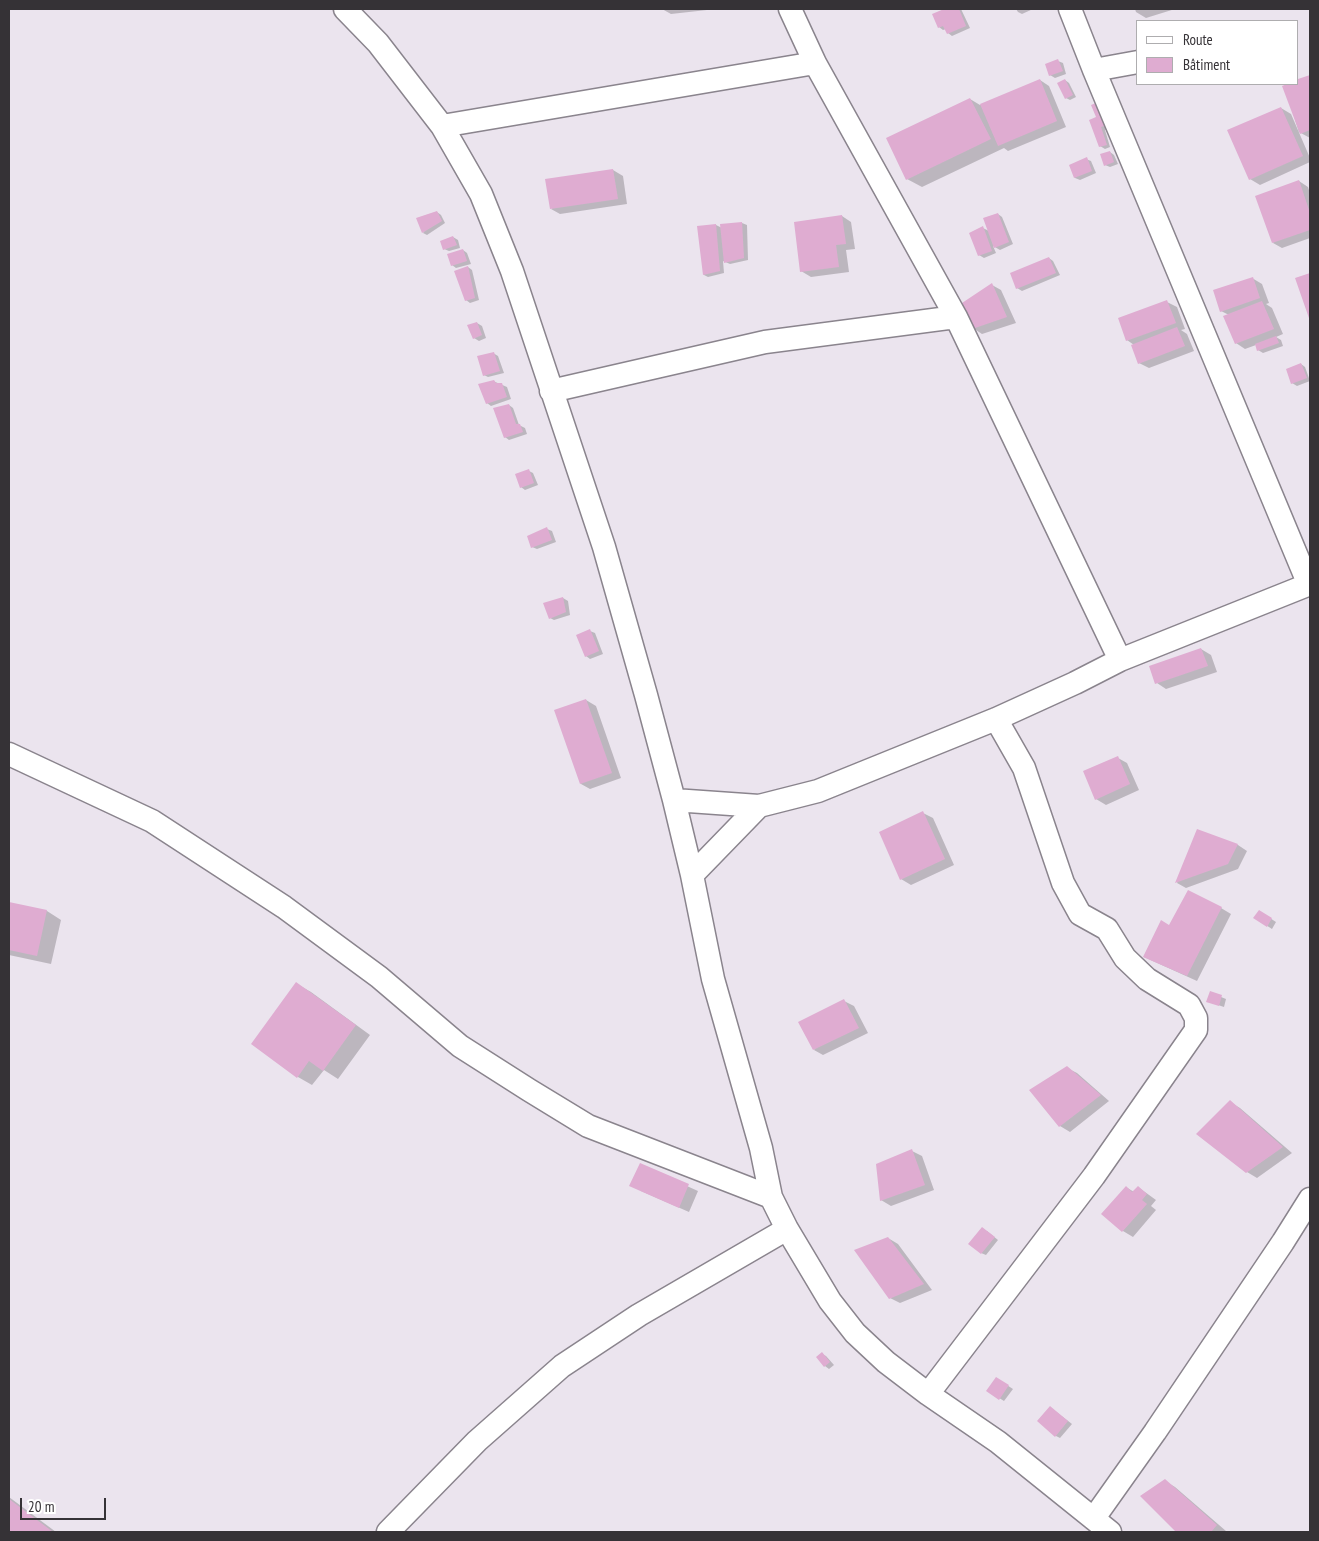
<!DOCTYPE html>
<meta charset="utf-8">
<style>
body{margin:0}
#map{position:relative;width:1319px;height:1541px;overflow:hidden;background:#ebe4ee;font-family:"PT Sans Narrow",sans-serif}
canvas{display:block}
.frame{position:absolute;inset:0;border:10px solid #353236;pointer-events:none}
.legend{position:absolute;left:1136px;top:20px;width:162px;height:65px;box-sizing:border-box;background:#fff;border:1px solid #aeadaf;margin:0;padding:6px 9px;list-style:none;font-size:15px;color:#353236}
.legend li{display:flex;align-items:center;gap:10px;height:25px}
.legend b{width:25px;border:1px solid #aeadaf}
.scale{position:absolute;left:20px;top:1498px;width:86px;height:22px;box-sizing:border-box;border:2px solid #353236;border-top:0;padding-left:6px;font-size:15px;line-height:18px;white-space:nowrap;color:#353236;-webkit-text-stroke:4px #fff;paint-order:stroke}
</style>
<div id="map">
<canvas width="1319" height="1541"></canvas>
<div class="frame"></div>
<ul class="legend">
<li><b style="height:6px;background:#fff"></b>Route</li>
<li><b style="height:14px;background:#dfacd1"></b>Bâtiment</li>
</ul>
<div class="scale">20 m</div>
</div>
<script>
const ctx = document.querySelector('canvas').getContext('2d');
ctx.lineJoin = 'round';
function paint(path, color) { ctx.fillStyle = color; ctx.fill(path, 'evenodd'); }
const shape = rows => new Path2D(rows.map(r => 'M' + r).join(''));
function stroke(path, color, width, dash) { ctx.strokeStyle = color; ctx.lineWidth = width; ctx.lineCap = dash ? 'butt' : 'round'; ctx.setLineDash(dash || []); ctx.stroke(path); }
paint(shape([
 [662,9,707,9,707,10,671,14],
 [947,9,961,9,970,28,952,36,948,33,946,29,943,30,939,27,934,15],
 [1016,9,1033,9,1022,14,1018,12],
 [1135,9,1175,9,1146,18,1136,12],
 [1058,61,1063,63,1066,74,1055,78,1050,75],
 [1310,76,1310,138,1299,132,1284,86,1290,84,1298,84,1298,81],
 [1040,80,1049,86,1066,127,1008,151,1004,148,922,187,907,179,970,99,980,105],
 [1065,80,1069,83,1076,97,1070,100,1066,98],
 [1281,108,1291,114,1310,158,1310,162,1260,185,1250,179],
 [1091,121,1114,126,1105,130,1110,147,1105,149,1100,146],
 [1110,152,1114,155,1118,164,1110,167,1105,165],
 [1086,159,1091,161,1096,173,1080,180,1075,178,1071,165],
 [613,170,623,176,627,204,560,214,551,209],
 [1299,181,1308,187,1310,193,1310,238,1282,248,1273,243],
 [437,212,441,215,445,223,427,235,423,233],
 [998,214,1002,217,1013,244,1000,250,993,246,996,253,984,258,979,255,983,228,989,231],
 [842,216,851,222,855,249,846,250,849,272,811,277,801,271],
 [742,223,747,225,748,260,730,264,723,261,724,273,708,277,704,275,698,227,716,225,722,228,721,225],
 [453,237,458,240,460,248,449,251,444,249],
 [463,250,467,253,471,264,456,268,452,265],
 [1049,258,1053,261,1060,275,1022,291,1017,288],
 [468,267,472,270,479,300,470,303,466,300],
 [1252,278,1262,284,1269,303,1266,304,1272,308,1283,334,1276,337,1281,340,1283,346,1263,353,1258,350,1256,345,1245,349,1236,343,1229,315,1221,311],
 [992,285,1001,290,1016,323,982,334,973,328],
 [1167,302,1177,307,1185,329,1181,330,1187,334,1194,351,1149,368,1139,363,1134,345,1127,340],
 [477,323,482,326,486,338,479,341,474,338],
 [493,353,498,356,504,373,488,377,484,375],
 [1301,364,1305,367,1310,381,1297,386,1292,383],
 [493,381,507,387,511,399,491,406,487,403],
 [509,405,513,408,519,425,525,428,527,434,509,440,505,437],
 [529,471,533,473,538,485,525,490,521,487],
 [547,529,552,531,556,542,537,549,532,547],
 [563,598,568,601,570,615,554,620,550,618,545,604],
 [590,631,595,633,603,654,590,659,586,656],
 [1201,649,1211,655,1217,672,1166,689,1157,683],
 [586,700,596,706,621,778,590,789,581,784],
 [1118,758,1127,763,1139,790,1106,805,1096,799],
 [923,813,933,818,954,865,911,885,901,879],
 [1197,831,1238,845,1247,851,1238,869,1186,888,1177,883],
 [9,903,47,911,61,920,51,964,9,955],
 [1221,908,1231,914,1197,981,1144,957,1169,926],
 [1259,911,1276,922,1272,929,1255,918],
 [297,984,311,992,370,1035,338,1079,324,1070,312,1085,298,1077],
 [1211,993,1226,999,1224,1007,1212,1003],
 [844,1001,854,1006,868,1033,823,1055,814,1050],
 [1067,1068,1077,1073,1109,1101,1070,1132,1060,1126,1031,1090],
 [1230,1102,1240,1108,1292,1153,1257,1178,1247,1172],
 [912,1151,922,1156,934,1190,891,1206,881,1200],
 [640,1165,698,1191,689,1212,641,1191],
 [1126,1187,1134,1192,1138,1187,1156,1200,1151,1206,1156,1210,1133,1237,1123,1231,1103,1214],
 [987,1231,998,1240,986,1255,981,1253],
 [888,1238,898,1244,932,1290,900,1303,890,1298],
 [822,1354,826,1356,834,1365,829,1369,825,1366,818,1357],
 [996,1378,1013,1389,1004,1401,988,1391],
 [1050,1407,1072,1424,1060,1438,1056,1436],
 [1165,1481,1175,1487,1226,1531,1177,1532,1142,1496],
 [9,1497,56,1532,9,1532]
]), '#0003');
paint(shape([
 [944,9,959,9,966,26,947,34,943,26,938,28,932,14],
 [1058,59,1063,71,1049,76,1045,64],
 [1310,75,1310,130,1300,134,1282,86,1287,84,1298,84,1298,79],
 [1040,79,1057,121,998,146,980,104],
 [1065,79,1073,95,1065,99,1057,83],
 [970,98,991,139,906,180,886,138],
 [1101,101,1110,124,1101,127,1107,145,1099,147,1089,120,1096,117,1091,105],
 [1281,107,1303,156,1249,180,1227,130],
 [1110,151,1114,162,1104,166,1100,154],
 [1087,157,1092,171,1074,178,1069,165],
 [613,169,618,199,550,209,545,179],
 [1299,180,1310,213,1310,230,1272,243,1255,196],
 [437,211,442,221,422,233,416,218],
 [998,213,1009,242,994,248,983,218],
 [842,215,846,244,836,245,839,267,800,272,794,222],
 [742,222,744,258,724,263,720,224],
 [716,224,720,271,703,275,697,226],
 [983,226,992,251,978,256,969,233],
 [453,236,457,245,443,250,440,241],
 [463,249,467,261,451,266,447,254],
 [1049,257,1056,273,1016,289,1010,273],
 [468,266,475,298,465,301,454,271],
 [1310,273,1310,321,1295,278],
 [1253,277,1260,298,1220,312,1213,290],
 [992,283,1007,317,972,329,962,303],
 [1167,300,1176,323,1126,341,1118,318],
 [1262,301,1274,329,1235,344,1223,316],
 [477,322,482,335,473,339,467,325],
 [1177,327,1185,346,1138,364,1131,345],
 [1276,336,1279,343,1257,351,1255,344],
 [494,352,500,371,483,376,477,356],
 [1301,363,1307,378,1291,384,1286,369],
 [494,380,496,383,502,383,507,397,486,404,478,384],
 [509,404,516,424,520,424,523,432,504,438,493,408],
 [529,469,534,483,520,488,515,474],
 [547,527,552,540,531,548,527,536],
 [563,597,566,612,549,619,543,603],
 [590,629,599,651,585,657,576,635],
 [1201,648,1208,666,1155,684,1149,666],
 [586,699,612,773,580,784,554,710],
 [1118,756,1130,784,1095,800,1083,771],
 [923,811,945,859,900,880,879,832],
 [1197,829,1238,844,1228,864,1175,883],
 [1188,890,1222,907,1187,976,1143,957,1161,920,1169,925],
 [9,902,47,910,37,956,9,950],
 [1259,910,1272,918,1267,927,1253,918],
 [296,982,356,1025,323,1071,309,1061,297,1078,251,1044],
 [1210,991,1222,995,1219,1006,1206,1002],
 [844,999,859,1028,813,1050,798,1022],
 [1067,1066,1101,1095,1059,1127,1029,1090],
 [1230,1100,1283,1147,1246,1173,1196,1134],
 [912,1149,925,1185,880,1201,876,1164],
 [640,1163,689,1184,679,1208,629,1186],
 [1126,1186,1132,1192,1138,1186,1147,1194,1142,1200,1147,1204,1122,1232,1101,1214],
 [982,1227,995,1237,981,1254,968,1244],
 [888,1237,924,1284,889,1299,854,1250],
 [822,1352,830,1362,824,1367,816,1357],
 [996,1377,1009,1385,999,1400,986,1391],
 [1050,1406,1068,1421,1055,1437,1037,1421],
 [1165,1479,1217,1525,1211,1532,1176,1532,1140,1496],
 [9,1499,53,1532,9,1532]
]), '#dfacd1');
const minor = shape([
 [345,9,378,43,442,126,481,194,512,271,604,547,646,695,674,800,692,875,713,979,761,1148,771,1197,787,1229,830,1301,855,1333,886,1362,928,1394,998,1442,1110,1532],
 [790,9,815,63,956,317,1120,660],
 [1070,9,1094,70,1309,585],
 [1094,70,1138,62],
 [442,126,815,63],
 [551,391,765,342,956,317],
 [9,754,152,821,284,907,379,977,460,1046,529,1090,588,1126,771,1197],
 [674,800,759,806],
 [692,875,759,806,818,791,996,719,1075,683,1120,660,1310,584],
 [928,1394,1094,1176,1196,1030,1196,1018,1189,1005,1147,979,1125,958,1107,929,1080,914,1063,883,1024,768,996,719],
 [1094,1518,1155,1432,1283,1242,1310,1199],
 [388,1532,477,1441,562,1366,639,1315,787,1229]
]);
stroke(minor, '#8a848d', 25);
stroke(minor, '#fff', 22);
</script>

+--

> _Exercise_: The answer is the lines above between the line holding "function paint(path, color)" and the line holding "const shape = rows", inclusive, each written out exactly, and no others.

> _Exercise response_:
function paint(path, color) { ctx.fillStyle = color; ctx.fill(path, 'evenodd'); }
const shape = rows => new Path2D(rows.map(r => 'M' + r).join(''));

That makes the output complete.